Start of Excerpted records
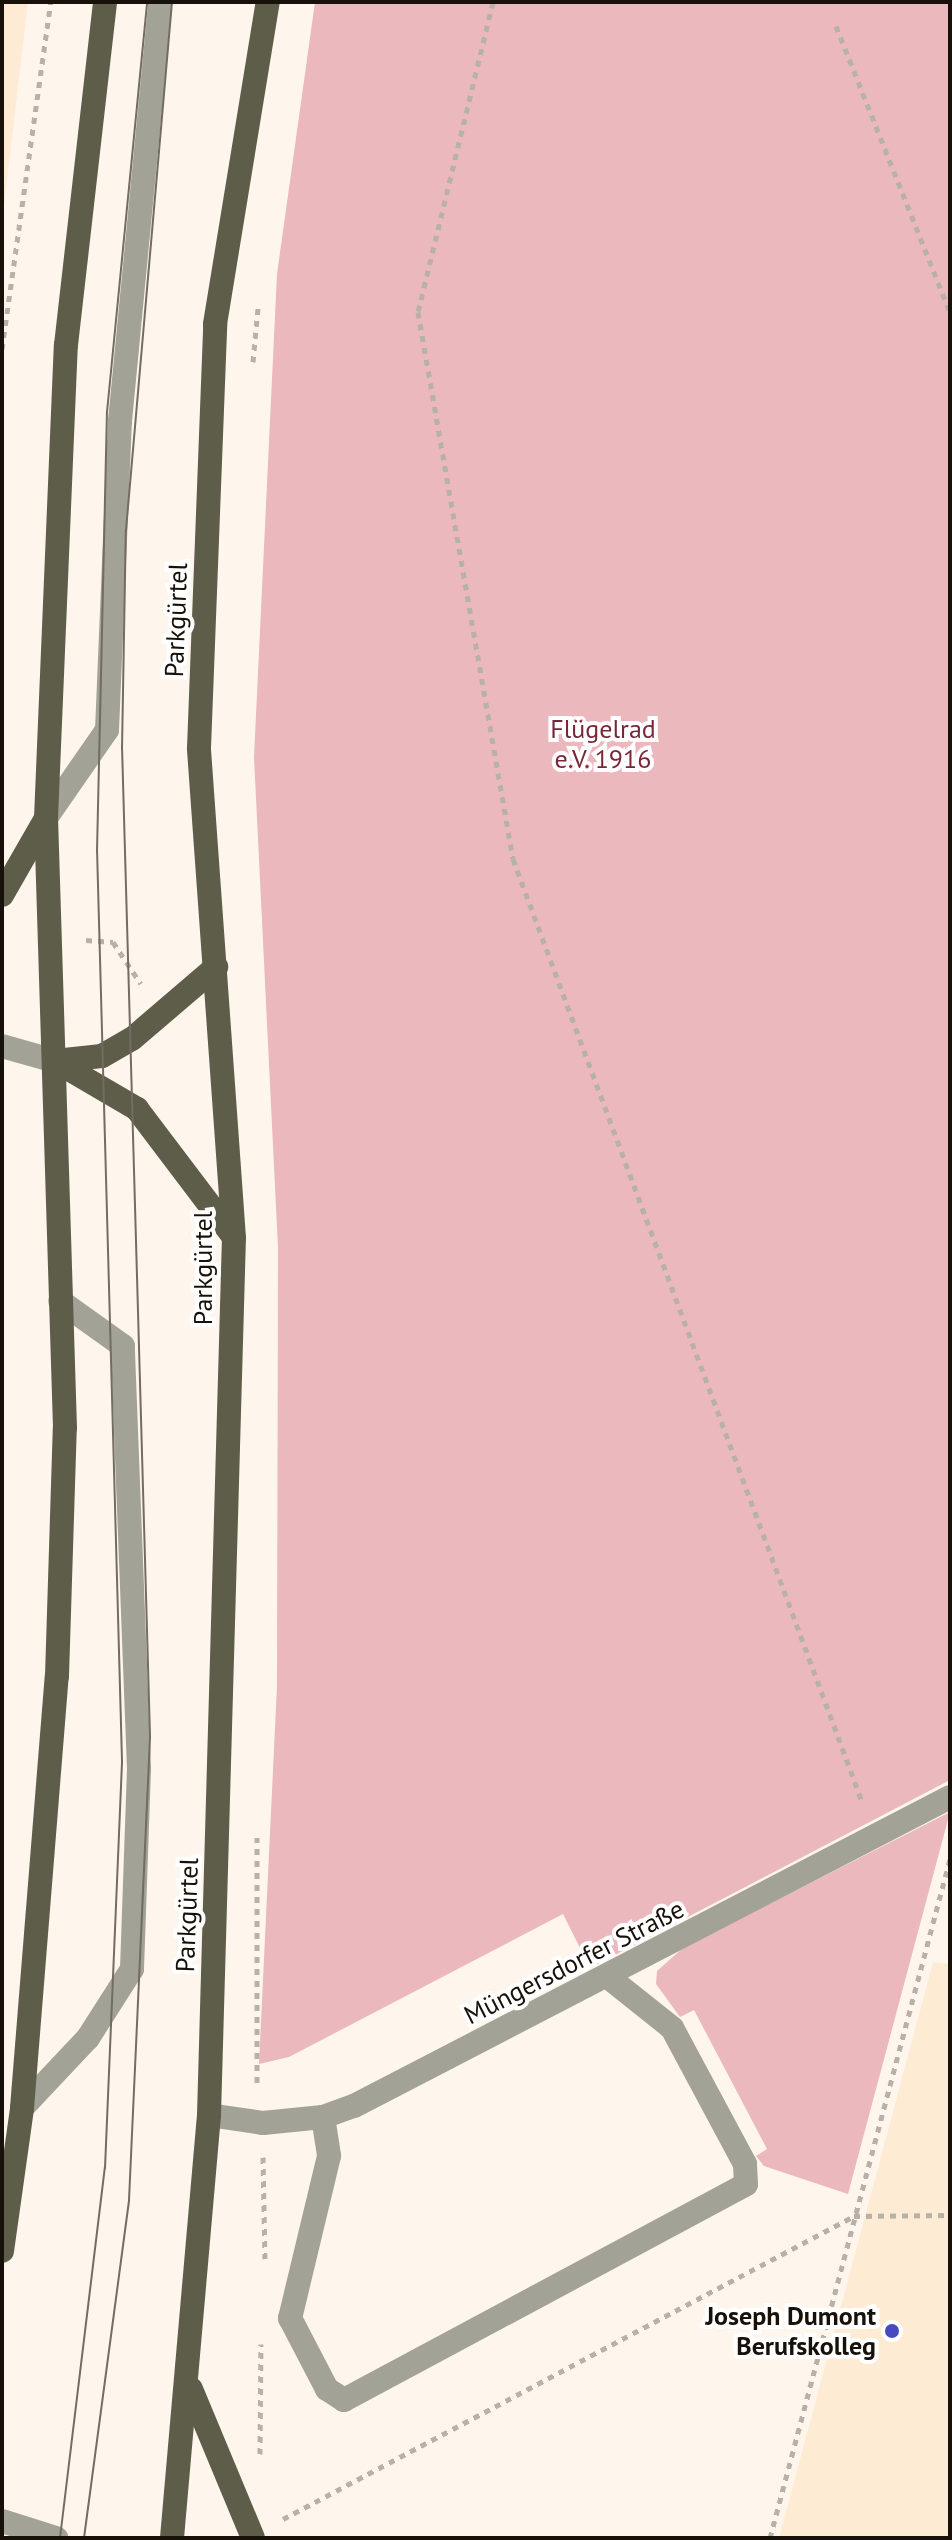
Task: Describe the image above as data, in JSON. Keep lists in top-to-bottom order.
{
  "streets": {
    "main road": ["Parkgürtel"],
    "street": ["Müngersdorfer Straße"]
  },
  "crossings": [
    ["Parkgürtel", "Müngersdorfer Straße"]
  ],
  "parks": ["Flügelrad e.V. 1916"],
  "places": ["Joseph Dumont Berufskolleg"]
}
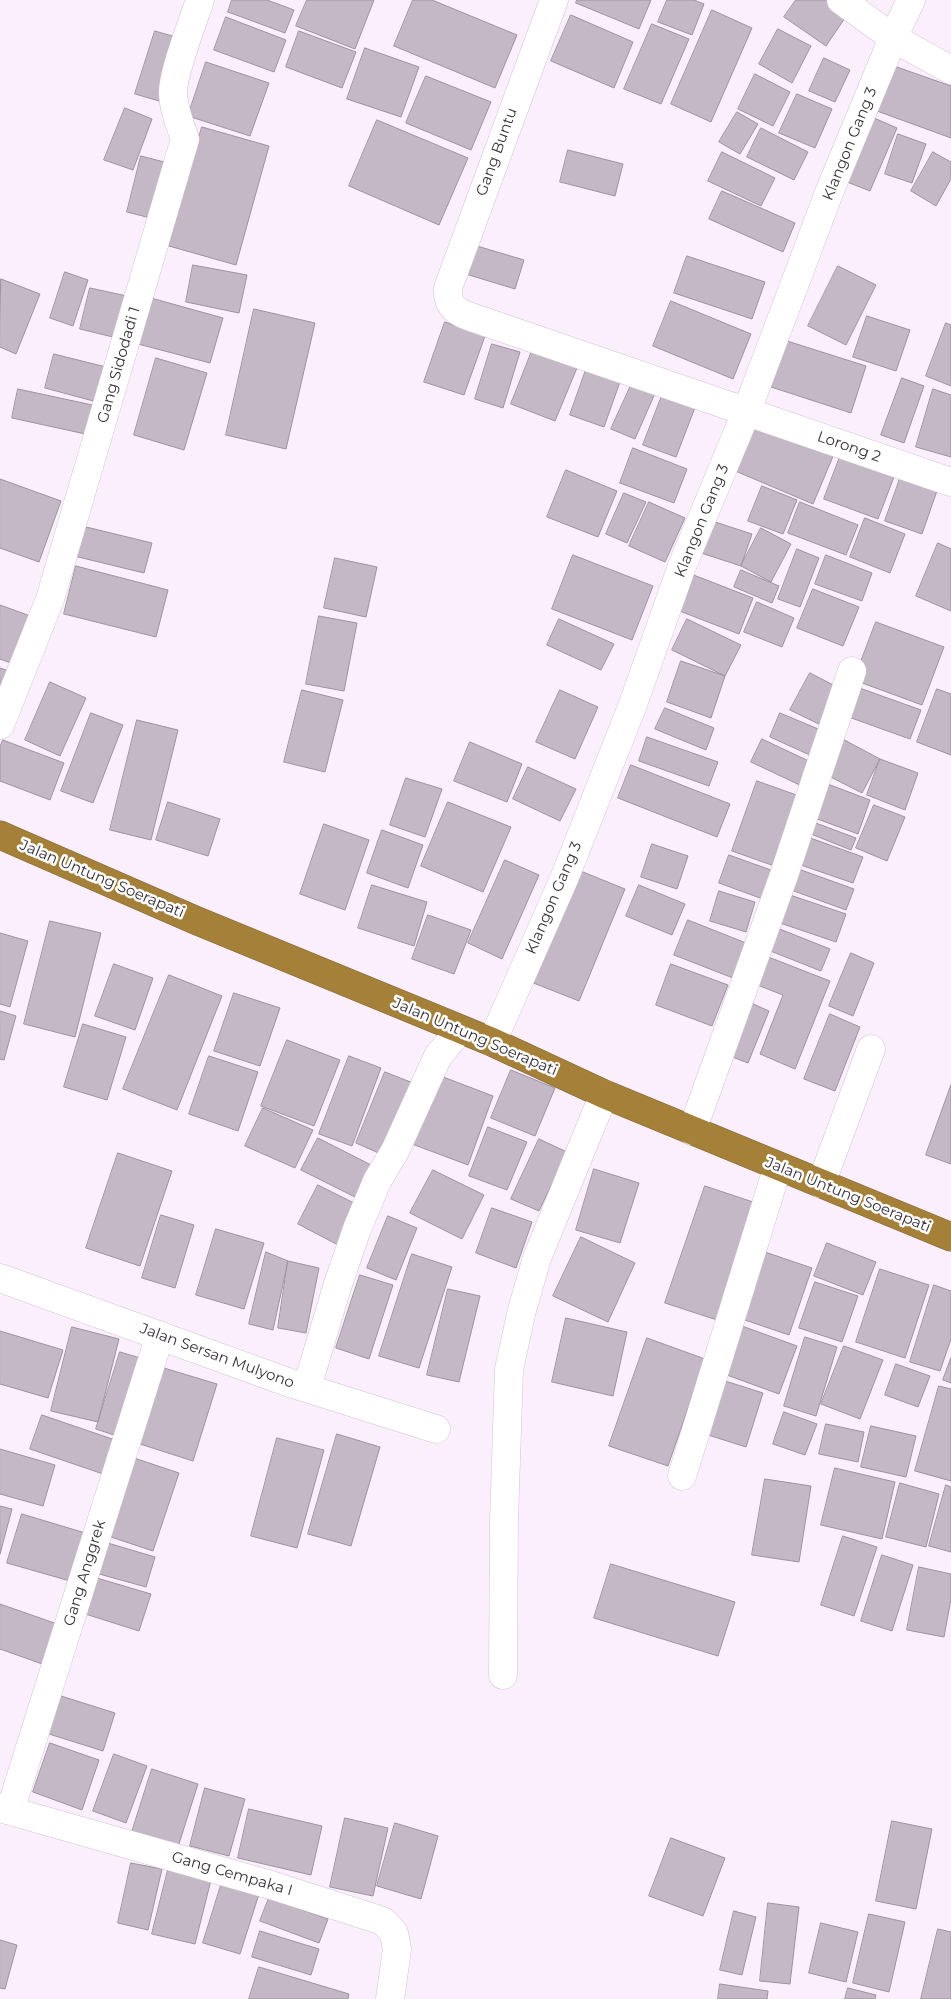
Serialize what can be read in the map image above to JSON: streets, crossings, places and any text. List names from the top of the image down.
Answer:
{
  "streets": {
    "highway": ["Jalan Untung Soerapati"],
    "street": [
      "Klangon Gang 3",
      "Gang Buntu",
      "Gang Sidodadi 1",
      "Lorong 2",
      "Jalan Sersan Mulyono",
      "Gang Anggrek",
      "Gang Cempaka I"
    ]
  },
  "crossings": [
    ["Klangon Gang 3", "Lorong 2"],
    ["Klangon Gang 3", "Jalan Untung Soerapati"],
    ["Gang Buntu", "Lorong 2"],
    ["Jalan Sersan Mulyono", "Gang Anggrek"],
    ["Gang Anggrek", "Gang Cempaka I"]
  ]
}
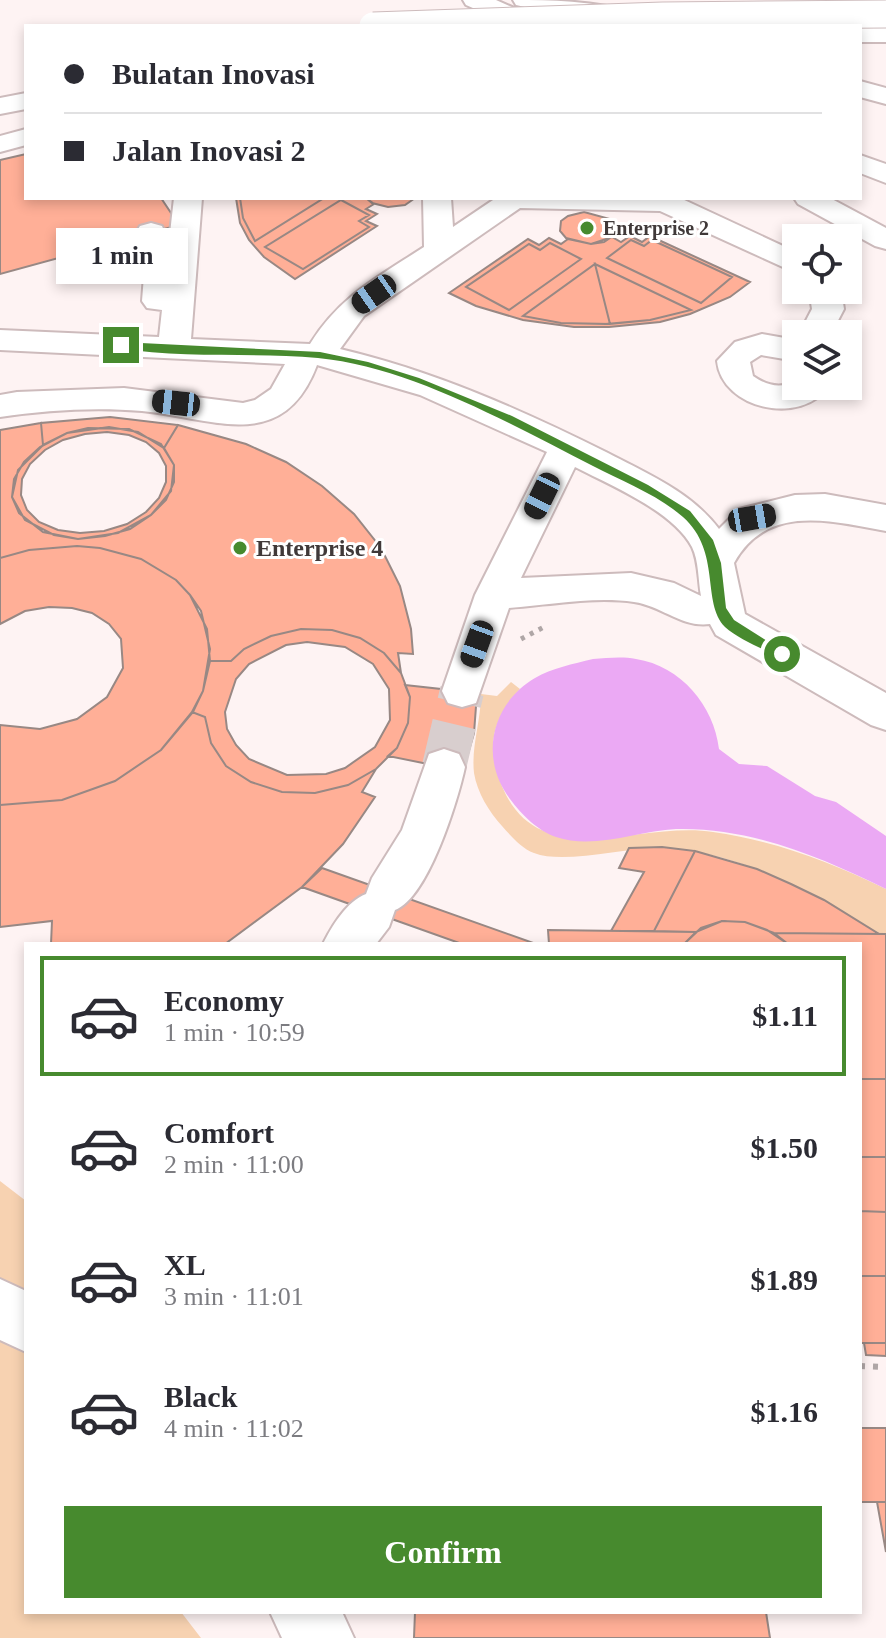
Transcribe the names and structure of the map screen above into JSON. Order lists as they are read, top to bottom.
{
  "places": ["Enterprise 2", "Enterprise 4"],
  "page": {
    "banner": ["Bulatan Inovasi", "Jalan Inovasi 2"],
    "bubble": "1 min",
    "list": [
      {
        "name": "Economy",
        "note": "1 min · 10:59",
        "value": "$1.11"
      },
      {
        "name": "Comfort",
        "note": "2 min · 11:00",
        "value": "$1.50"
      },
      {
        "name": "XL",
        "note": "3 min · 11:01",
        "value": "$1.89"
      },
      {
        "name": "Black",
        "note": "4 min · 11:02",
        "value": "$1.16"
      }
    ],
    "buttons": "Confirm"
  }
}
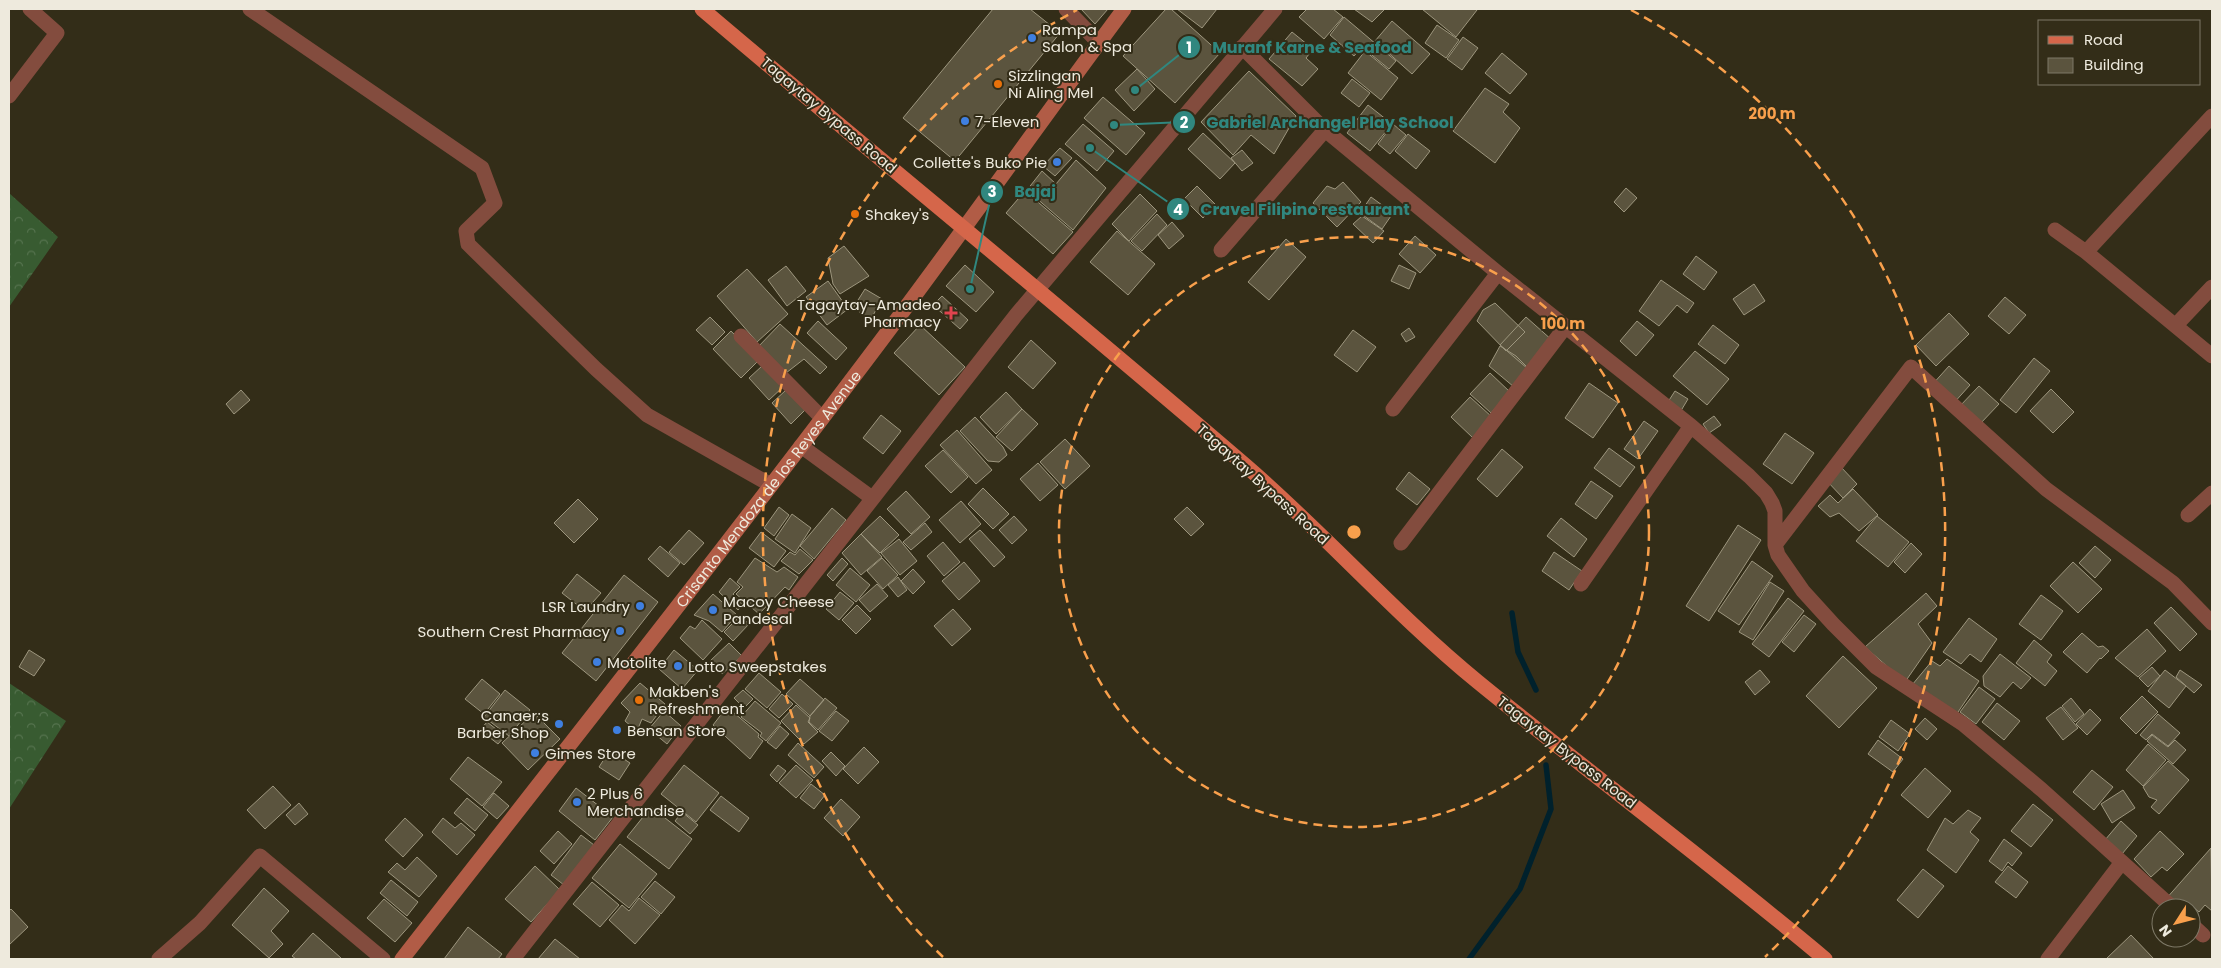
End of Excerpted records
Directions: Each entry above must be duplicated precisely; none of the pictures may be included.

Output:
Task: Describe the image above as data, in JSON. Keep lists in top-to-bottom order.
{
  "streets": {
    "main road": ["Parkgürtel"],
    "street": ["Müngersdorfer Straße"]
  },
  "crossings": [
    ["Parkgürtel", "Müngersdorfer Straße"]
  ],
  "parks": ["Flügelrad e.V. 1916"],
  "places": ["Joseph Dumont Berufskolleg"]
}
Serialize what can be read in the map image above to JSON: streets, crossings, places and any text. List names from the top of the image down.
Answer:
{
  "streets": {
    "highway": ["Jalan Untung Soerapati"],
    "street": [
      "Klangon Gang 3",
      "Gang Buntu",
      "Gang Sidodadi 1",
      "Lorong 2",
      "Jalan Sersan Mulyono",
      "Gang Anggrek",
      "Gang Cempaka I"
    ]
  },
  "crossings": [
    ["Klangon Gang 3", "Lorong 2"],
    ["Klangon Gang 3", "Jalan Untung Soerapati"],
    ["Gang Buntu", "Lorong 2"],
    ["Jalan Sersan Mulyono", "Gang Anggrek"],
    ["Gang Anggrek", "Gang Cempaka I"]
  ]
}
Transcribe the names and structure of the map screen above into JSON. Order lists as they are read, top to bottom.
{
  "places": ["Enterprise 2", "Enterprise 4"],
  "page": {
    "banner": ["Bulatan Inovasi", "Jalan Inovasi 2"],
    "bubble": "1 min",
    "list": [
      {
        "name": "Economy",
        "note": "1 min · 10:59",
        "value": "$1.11"
      },
      {
        "name": "Comfort",
        "note": "2 min · 11:00",
        "value": "$1.50"
      },
      {
        "name": "XL",
        "note": "3 min · 11:01",
        "value": "$1.89"
      },
      {
        "name": "Black",
        "note": "4 min · 11:02",
        "value": "$1.16"
      }
    ],
    "buttons": "Confirm"
  }
}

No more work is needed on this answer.